A polyurethane is any polymer consisting of a chain of organic units joined by urethane links. It is widely used in flexible and rigid foams, durable elastomers and high performance adhesives and sealants, fibers, seals, gaskets, condoms, carpet underlay, and hard plastic parts. Polyurethane products are often called "urethanes". They should not be confused with the specific substance urethane, also known as ethyl carbamate. Polyurethanes are not produced from ethyl carbamate, nor do they contain it.
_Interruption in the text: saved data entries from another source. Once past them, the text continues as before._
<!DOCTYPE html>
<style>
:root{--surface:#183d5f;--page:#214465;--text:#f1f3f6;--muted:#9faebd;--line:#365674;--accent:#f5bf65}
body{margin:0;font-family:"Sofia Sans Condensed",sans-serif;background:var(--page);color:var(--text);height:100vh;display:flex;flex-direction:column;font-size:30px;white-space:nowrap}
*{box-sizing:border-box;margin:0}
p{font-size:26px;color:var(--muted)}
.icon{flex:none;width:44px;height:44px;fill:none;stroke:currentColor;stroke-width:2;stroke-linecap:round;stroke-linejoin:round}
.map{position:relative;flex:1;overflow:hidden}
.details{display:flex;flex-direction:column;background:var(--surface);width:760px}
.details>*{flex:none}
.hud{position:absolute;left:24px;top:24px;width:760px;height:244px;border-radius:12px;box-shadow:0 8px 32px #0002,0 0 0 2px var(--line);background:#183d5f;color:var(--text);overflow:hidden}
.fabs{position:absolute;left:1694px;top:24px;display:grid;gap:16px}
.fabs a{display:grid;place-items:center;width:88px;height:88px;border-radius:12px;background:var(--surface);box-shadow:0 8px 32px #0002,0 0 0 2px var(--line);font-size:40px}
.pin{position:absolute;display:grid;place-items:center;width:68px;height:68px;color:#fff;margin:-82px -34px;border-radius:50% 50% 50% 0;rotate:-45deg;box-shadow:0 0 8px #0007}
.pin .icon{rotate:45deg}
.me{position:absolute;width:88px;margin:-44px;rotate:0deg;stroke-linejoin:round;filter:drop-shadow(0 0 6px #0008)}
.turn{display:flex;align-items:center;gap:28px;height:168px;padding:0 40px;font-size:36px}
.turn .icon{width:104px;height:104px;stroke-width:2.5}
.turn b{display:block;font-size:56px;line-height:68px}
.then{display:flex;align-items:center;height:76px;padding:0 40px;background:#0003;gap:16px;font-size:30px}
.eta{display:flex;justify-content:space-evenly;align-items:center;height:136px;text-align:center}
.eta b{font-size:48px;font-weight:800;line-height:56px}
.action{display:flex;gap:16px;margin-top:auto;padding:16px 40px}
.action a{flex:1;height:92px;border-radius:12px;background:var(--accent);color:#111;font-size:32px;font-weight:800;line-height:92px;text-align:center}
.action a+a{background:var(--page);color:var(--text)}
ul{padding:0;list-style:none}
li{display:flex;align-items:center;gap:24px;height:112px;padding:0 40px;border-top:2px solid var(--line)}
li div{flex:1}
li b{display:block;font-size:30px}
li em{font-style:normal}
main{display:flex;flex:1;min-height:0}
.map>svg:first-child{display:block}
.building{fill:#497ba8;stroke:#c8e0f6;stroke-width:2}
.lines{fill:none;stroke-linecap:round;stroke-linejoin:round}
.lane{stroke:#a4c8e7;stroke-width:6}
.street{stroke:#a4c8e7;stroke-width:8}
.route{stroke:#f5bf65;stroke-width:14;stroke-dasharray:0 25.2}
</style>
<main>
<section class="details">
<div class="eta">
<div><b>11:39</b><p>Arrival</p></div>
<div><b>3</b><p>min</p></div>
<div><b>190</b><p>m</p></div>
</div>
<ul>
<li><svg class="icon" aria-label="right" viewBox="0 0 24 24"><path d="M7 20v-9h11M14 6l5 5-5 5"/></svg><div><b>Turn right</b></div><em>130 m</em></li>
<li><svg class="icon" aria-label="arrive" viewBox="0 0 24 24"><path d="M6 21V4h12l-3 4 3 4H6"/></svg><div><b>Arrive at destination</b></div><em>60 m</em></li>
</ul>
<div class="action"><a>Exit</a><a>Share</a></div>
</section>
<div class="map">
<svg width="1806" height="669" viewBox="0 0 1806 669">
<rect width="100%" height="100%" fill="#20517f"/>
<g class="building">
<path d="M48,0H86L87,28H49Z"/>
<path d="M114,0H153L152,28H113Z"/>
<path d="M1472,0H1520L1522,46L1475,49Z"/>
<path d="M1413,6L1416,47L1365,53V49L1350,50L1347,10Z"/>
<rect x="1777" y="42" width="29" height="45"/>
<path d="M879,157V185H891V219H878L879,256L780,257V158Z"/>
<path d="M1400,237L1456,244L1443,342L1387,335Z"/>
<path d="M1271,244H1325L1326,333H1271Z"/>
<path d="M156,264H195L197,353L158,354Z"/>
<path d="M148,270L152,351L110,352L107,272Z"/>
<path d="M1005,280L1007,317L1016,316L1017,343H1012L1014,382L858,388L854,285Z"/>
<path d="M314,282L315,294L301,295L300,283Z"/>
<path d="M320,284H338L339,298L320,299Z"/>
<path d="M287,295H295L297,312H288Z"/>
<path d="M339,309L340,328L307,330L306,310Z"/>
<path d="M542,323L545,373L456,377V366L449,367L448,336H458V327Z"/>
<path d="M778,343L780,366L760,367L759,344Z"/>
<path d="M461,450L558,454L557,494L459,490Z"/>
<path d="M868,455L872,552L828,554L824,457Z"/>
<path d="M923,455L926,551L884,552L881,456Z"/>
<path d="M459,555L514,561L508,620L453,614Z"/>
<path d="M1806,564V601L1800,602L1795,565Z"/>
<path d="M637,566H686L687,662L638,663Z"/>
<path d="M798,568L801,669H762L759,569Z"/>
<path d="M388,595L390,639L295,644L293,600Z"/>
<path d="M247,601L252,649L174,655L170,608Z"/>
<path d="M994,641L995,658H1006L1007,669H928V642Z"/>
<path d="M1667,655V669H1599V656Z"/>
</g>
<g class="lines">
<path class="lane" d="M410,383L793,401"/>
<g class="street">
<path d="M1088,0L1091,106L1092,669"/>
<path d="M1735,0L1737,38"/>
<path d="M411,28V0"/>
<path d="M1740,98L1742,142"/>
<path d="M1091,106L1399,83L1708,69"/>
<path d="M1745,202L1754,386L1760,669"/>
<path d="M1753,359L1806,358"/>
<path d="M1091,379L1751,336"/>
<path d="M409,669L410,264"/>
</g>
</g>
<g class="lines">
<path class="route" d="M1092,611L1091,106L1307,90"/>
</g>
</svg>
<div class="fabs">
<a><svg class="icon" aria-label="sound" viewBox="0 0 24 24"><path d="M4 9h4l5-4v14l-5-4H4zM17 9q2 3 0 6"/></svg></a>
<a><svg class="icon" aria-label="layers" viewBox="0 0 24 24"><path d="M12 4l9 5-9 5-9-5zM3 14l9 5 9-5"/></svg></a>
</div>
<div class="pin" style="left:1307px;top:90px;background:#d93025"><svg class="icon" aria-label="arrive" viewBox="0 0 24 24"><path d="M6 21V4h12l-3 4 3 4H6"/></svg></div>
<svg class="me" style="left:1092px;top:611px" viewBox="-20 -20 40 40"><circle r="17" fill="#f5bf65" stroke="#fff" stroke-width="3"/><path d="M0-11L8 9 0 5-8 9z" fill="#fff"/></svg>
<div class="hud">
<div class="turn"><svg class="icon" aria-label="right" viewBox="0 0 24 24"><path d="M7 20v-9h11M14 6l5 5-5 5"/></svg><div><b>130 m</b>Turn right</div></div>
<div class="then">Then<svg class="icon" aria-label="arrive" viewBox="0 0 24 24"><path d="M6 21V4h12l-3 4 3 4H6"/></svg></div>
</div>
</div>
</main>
Varnish is a transparent, hard, protective finish or film primarily used in wood finishing but also for other materials. Varnish is traditionally a combination of a drying oil, a resin, and a thinner or solvent. Varnish finishes are usually glossy but may be designed to produce satin or semi-gloss sheens by the addition of "flatting" agents. Varnish has little or no color, is transparent, and has no added pigment, as opposed to paints or wood stains, which contain pigment and generally range from opaque to translucent. Varnishes are also applied over wood stains as a final step to achieve a film for gloss and protection. Some products are marketed as a combined stain and varnish.
After being applied, the film-forming substances in varnishes either harden directly, as soon as the solvent has fully evaporated, or harden after evaporation of the solvent through certain curing processes, primarily chemical reaction between oils and oxygen from the air (autoxidation) and chemical reactions between components of the varnish. Resin varnishes "dry" by evaporation of the solvent and harden almost immediately upon drying. Acrylic and waterborne varnishes "dry" upon evaporation of the water but experience an extended curing period. Oil, polyurethane, and epoxy varnishes remain liquid even after evaporation of the solvent but quickly begin to cure, undergoing successive stages from liquid or syrupy, to gummy, to tacky, to "dry to the touch", to hard. Environmental factors such as heat and humidity play a very large role in the drying and curing times of varnishes. In classic varnish the cure rate depends on the type of oil used and, to some extent, on the ratio of oil to resin. The drying and curing time of all varnishes may be speeded up by exposure to an energy source such as sunlight or heat. Other than acrylic and waterborne types, all varnishes are highly flammable in their liquid state due to the presence of flammable solvents and oils.